• **RECORDS SHOWN**:

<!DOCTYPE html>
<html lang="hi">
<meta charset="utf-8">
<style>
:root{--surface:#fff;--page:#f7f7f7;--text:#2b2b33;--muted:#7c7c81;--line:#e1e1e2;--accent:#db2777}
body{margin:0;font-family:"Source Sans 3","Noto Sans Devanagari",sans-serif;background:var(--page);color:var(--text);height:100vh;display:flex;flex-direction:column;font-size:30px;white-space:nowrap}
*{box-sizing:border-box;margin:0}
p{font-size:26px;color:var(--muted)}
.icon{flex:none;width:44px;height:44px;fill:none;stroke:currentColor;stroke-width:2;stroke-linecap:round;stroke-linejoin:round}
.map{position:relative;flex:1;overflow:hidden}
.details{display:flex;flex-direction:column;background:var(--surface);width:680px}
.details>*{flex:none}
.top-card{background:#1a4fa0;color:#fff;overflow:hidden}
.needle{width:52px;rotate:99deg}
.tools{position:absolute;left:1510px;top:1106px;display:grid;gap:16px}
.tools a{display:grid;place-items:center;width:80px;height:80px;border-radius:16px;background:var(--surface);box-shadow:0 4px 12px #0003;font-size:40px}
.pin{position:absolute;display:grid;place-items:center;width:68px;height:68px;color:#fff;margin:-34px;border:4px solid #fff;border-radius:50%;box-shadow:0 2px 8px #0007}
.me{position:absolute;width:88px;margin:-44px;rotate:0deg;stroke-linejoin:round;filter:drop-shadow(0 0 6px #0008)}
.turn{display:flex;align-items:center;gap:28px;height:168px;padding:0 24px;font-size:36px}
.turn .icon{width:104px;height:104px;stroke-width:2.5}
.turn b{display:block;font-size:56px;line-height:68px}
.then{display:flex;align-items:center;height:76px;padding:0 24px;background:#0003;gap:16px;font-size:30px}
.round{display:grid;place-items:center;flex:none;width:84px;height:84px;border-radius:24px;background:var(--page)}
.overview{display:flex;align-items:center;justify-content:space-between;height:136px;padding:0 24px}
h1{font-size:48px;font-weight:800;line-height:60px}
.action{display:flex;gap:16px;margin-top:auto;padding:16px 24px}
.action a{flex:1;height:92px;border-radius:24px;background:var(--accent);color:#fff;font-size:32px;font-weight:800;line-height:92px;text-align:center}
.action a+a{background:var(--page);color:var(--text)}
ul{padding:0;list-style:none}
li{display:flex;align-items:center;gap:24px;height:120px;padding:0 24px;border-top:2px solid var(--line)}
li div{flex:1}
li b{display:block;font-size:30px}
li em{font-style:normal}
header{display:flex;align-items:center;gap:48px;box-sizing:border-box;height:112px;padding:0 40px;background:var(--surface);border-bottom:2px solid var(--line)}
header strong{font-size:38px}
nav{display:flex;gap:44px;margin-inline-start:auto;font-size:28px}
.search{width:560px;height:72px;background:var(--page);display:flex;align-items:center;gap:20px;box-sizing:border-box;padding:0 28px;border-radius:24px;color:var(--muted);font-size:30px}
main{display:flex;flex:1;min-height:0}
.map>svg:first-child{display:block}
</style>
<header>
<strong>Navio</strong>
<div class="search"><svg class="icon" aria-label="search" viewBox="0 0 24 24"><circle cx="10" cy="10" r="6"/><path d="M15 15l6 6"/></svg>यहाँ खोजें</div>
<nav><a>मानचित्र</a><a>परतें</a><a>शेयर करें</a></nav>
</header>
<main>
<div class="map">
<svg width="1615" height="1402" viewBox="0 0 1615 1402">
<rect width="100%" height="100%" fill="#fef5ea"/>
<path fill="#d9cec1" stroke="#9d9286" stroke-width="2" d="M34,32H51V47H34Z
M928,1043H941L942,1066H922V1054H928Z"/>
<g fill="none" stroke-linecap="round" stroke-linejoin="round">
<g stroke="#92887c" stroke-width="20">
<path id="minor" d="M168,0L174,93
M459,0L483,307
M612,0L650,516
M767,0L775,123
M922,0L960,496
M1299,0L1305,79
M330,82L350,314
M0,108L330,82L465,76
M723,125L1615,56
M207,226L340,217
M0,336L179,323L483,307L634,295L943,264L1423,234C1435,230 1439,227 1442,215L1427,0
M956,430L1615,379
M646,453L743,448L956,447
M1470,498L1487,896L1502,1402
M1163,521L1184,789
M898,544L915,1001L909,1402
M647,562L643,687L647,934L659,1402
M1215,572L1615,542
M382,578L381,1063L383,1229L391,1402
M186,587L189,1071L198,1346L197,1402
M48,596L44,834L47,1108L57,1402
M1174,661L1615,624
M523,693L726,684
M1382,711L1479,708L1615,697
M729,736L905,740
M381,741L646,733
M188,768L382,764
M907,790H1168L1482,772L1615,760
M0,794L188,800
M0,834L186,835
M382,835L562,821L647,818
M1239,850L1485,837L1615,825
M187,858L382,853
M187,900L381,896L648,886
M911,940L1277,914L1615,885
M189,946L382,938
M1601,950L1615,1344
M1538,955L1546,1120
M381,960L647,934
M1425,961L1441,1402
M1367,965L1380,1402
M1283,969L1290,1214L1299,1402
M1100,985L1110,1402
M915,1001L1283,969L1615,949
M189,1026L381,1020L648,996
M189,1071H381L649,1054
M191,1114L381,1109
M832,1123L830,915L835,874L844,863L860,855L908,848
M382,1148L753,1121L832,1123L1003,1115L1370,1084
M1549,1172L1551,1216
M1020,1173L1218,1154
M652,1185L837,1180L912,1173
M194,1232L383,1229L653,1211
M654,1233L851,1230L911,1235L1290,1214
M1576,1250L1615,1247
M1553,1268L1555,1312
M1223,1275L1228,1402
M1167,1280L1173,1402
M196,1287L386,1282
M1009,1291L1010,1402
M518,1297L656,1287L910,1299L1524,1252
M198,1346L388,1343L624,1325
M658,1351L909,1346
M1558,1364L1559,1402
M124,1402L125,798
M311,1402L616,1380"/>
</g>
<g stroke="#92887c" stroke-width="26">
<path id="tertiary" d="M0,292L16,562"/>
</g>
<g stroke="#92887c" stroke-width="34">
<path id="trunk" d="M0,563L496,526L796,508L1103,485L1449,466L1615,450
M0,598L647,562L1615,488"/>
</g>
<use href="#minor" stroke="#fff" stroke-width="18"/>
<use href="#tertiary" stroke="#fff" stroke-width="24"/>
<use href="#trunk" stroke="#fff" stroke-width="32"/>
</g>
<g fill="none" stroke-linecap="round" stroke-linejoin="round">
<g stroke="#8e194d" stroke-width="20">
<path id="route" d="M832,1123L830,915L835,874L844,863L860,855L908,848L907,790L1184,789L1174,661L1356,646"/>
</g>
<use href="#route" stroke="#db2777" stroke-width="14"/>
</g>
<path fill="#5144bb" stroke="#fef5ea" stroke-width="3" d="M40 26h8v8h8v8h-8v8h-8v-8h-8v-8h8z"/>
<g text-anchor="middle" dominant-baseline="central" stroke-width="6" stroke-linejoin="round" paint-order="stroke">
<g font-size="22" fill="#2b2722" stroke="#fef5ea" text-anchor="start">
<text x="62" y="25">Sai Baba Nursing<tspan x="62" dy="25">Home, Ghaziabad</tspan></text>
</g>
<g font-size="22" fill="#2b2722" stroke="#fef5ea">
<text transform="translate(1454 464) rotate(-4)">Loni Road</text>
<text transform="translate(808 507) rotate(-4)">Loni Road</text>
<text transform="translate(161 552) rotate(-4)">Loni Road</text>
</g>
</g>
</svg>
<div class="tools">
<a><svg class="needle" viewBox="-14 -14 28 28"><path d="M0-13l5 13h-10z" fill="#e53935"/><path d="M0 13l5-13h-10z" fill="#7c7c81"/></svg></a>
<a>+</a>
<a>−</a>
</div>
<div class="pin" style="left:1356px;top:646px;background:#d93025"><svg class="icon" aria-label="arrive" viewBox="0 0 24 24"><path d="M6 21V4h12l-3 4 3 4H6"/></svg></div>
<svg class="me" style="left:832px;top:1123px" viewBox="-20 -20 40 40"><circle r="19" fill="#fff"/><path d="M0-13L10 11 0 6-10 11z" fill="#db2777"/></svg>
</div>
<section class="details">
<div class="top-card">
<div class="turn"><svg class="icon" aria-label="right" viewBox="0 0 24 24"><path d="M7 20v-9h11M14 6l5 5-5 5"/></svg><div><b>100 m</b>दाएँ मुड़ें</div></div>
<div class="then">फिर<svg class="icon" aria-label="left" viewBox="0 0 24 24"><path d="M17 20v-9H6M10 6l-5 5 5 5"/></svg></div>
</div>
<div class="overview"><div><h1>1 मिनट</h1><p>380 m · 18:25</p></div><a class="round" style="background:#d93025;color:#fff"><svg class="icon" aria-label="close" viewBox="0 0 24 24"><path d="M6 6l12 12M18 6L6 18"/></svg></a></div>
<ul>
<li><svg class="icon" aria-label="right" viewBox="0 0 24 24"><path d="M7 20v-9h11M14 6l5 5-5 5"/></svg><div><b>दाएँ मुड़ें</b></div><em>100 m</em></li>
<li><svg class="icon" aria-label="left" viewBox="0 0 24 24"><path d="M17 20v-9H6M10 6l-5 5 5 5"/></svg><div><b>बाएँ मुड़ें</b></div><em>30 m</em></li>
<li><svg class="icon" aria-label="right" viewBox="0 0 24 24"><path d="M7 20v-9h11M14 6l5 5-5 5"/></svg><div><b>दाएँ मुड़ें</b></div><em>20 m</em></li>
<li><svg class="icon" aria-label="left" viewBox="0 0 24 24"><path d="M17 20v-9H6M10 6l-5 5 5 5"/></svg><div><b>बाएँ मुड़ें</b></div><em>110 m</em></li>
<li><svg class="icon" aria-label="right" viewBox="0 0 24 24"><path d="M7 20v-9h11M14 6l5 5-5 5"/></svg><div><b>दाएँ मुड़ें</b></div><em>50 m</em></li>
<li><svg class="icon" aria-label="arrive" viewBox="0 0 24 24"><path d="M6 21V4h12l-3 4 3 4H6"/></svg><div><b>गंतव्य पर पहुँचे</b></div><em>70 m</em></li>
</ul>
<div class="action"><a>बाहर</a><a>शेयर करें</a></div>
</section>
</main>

• **DIRECTIONS FOR THIS TASK**: Your answer should consist of the lines from the material that contain "hidden".

• **SOLUTION TO THE PROBLEM**:
.map{position:relative;flex:1;overflow:hidden}
.top-card{background:#1a4fa0;color:#fff;overflow:hidden}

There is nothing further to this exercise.